AVAILABLE RECORDS:
=== Begin Enclosure ===

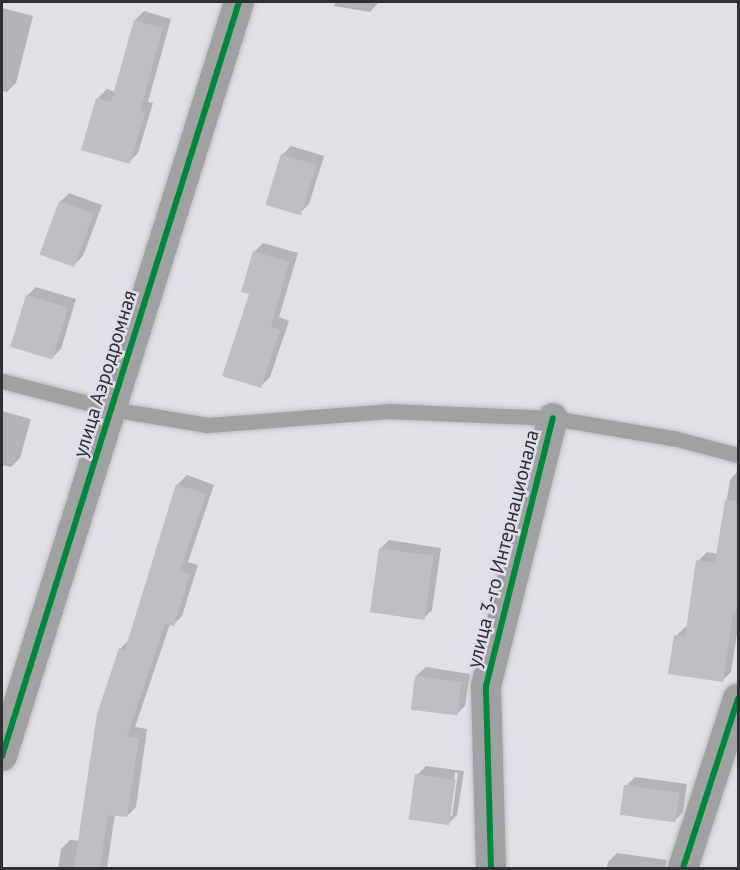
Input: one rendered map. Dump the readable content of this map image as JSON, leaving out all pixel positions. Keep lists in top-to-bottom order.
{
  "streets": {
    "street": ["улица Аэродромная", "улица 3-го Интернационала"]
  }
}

=== End Enclosure ===

WHAT TO DO: Your task is to retype the records above in full and exactly, omitting the pictures.

ANSWER BOX:
Input: one rendered map. Dump the readable content of this map image as JSON, leaving out all pixel positions. Keep lists in top-to-bottom order.
{
  "streets": {
    "street": ["улица Аэродромная", "улица 3-го Интернационала"]
  }
}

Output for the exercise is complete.